──────── Records provided ────────

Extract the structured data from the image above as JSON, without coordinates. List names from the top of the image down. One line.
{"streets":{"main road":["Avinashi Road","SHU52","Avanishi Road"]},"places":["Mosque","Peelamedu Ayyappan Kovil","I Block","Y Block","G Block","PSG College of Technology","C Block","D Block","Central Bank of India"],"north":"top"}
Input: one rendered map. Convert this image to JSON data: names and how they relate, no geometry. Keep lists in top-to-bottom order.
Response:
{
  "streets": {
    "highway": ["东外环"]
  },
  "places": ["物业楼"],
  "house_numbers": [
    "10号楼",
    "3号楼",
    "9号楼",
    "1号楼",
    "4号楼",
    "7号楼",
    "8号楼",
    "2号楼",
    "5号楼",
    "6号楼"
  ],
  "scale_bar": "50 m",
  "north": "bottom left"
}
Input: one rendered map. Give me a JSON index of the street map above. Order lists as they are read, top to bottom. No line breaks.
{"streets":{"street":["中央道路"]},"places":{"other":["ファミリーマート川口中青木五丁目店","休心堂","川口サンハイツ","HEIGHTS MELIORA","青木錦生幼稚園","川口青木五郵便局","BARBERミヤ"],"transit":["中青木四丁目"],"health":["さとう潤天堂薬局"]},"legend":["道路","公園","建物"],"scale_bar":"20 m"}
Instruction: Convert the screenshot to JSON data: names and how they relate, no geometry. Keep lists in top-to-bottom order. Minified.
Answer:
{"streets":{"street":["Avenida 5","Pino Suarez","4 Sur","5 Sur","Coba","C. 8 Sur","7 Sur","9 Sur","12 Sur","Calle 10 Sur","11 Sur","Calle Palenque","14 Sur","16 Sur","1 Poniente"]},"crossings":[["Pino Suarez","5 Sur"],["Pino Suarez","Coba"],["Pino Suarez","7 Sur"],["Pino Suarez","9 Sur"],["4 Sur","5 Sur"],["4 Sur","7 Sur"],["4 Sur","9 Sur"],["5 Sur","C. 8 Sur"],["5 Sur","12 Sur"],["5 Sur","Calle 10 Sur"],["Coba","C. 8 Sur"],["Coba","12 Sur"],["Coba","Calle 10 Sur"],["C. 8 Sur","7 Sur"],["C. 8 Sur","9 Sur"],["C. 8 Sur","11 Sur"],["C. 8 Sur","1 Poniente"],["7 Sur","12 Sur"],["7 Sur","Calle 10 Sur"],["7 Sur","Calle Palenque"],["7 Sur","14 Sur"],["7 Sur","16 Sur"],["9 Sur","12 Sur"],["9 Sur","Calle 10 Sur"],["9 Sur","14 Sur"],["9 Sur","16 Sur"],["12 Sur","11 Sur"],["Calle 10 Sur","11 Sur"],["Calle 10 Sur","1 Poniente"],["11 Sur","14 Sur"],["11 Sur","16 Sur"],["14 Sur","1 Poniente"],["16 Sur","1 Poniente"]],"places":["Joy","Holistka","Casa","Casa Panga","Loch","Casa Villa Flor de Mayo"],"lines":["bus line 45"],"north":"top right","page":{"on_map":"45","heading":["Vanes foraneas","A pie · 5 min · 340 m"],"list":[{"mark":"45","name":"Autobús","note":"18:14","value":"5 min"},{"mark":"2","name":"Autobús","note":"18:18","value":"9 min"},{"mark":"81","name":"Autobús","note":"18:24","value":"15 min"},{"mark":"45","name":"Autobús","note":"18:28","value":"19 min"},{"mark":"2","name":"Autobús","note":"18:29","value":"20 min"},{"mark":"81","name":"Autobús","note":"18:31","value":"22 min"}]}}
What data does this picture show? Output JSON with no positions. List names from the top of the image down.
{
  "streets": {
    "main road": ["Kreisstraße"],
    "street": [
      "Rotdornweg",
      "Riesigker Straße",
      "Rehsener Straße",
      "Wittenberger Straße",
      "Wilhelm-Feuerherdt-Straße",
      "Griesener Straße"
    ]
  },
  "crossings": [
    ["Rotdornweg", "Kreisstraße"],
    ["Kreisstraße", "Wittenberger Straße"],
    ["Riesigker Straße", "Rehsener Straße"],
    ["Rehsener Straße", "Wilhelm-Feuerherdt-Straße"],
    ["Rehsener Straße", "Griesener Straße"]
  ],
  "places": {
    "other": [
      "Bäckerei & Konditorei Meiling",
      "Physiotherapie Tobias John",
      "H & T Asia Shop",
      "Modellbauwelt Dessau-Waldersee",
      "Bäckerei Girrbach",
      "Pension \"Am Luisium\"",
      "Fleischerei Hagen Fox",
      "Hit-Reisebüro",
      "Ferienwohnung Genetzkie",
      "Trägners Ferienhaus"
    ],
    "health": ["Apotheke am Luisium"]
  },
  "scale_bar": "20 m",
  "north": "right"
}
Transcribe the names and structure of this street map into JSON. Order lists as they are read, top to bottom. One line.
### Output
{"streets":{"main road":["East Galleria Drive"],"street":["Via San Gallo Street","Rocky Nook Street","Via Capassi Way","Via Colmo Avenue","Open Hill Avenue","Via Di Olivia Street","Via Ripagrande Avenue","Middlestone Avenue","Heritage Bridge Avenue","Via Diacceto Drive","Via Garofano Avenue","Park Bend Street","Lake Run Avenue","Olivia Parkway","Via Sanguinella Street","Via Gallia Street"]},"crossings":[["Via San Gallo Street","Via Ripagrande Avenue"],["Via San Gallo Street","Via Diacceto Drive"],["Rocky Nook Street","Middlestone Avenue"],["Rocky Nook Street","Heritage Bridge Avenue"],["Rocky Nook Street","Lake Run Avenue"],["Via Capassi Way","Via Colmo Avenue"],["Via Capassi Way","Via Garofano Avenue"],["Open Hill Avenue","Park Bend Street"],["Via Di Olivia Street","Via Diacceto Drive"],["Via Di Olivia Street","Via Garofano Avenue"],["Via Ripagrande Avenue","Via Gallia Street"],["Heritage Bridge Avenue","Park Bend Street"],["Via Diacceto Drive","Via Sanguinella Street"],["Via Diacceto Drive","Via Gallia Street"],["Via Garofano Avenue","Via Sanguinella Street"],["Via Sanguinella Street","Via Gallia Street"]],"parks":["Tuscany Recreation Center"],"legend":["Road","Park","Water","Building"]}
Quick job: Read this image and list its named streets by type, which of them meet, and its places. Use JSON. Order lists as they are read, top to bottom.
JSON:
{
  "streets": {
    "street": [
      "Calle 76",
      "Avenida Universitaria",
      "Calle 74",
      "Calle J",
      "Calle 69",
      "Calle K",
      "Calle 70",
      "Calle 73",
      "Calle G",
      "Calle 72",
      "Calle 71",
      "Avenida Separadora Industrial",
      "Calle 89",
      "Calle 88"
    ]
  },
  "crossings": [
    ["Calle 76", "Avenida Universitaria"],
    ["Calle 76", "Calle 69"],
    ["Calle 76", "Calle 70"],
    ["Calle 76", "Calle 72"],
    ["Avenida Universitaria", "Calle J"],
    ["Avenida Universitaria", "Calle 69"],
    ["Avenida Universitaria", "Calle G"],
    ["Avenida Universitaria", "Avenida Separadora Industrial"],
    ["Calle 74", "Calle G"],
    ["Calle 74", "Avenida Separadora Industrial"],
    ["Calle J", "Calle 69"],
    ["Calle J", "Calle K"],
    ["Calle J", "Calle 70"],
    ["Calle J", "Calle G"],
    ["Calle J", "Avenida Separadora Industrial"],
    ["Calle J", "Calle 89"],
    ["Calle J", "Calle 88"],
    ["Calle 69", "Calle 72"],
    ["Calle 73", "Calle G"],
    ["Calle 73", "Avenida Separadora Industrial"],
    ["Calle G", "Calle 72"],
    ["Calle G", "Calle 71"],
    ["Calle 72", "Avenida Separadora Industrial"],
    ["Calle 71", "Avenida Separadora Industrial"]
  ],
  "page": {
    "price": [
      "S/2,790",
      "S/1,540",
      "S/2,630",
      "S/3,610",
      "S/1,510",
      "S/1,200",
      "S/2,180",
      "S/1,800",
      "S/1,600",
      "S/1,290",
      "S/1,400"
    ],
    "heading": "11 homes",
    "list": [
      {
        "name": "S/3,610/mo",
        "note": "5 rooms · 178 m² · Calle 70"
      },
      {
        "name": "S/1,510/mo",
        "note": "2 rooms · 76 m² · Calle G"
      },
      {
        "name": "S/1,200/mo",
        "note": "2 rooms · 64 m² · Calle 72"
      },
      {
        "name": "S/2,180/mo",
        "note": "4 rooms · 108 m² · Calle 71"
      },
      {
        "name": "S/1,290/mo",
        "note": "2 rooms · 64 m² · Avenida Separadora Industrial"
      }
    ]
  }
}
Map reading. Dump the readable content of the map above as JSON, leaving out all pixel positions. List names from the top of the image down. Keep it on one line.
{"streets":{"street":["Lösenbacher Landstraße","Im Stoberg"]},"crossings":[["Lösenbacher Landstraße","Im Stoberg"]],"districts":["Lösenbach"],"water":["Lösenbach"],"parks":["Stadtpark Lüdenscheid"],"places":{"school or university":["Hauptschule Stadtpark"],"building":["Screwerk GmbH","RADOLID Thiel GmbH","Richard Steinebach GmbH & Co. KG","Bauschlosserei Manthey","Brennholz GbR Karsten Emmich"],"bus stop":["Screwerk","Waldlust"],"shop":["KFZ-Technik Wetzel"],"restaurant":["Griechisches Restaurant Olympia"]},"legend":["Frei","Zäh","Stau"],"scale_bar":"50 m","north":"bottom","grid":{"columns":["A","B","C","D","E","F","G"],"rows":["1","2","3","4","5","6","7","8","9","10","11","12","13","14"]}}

────────

Task prompt: Where the word "Feuerherdt" appears in a line of the entries above, count that line; give only the number.

Solution to the problem: 2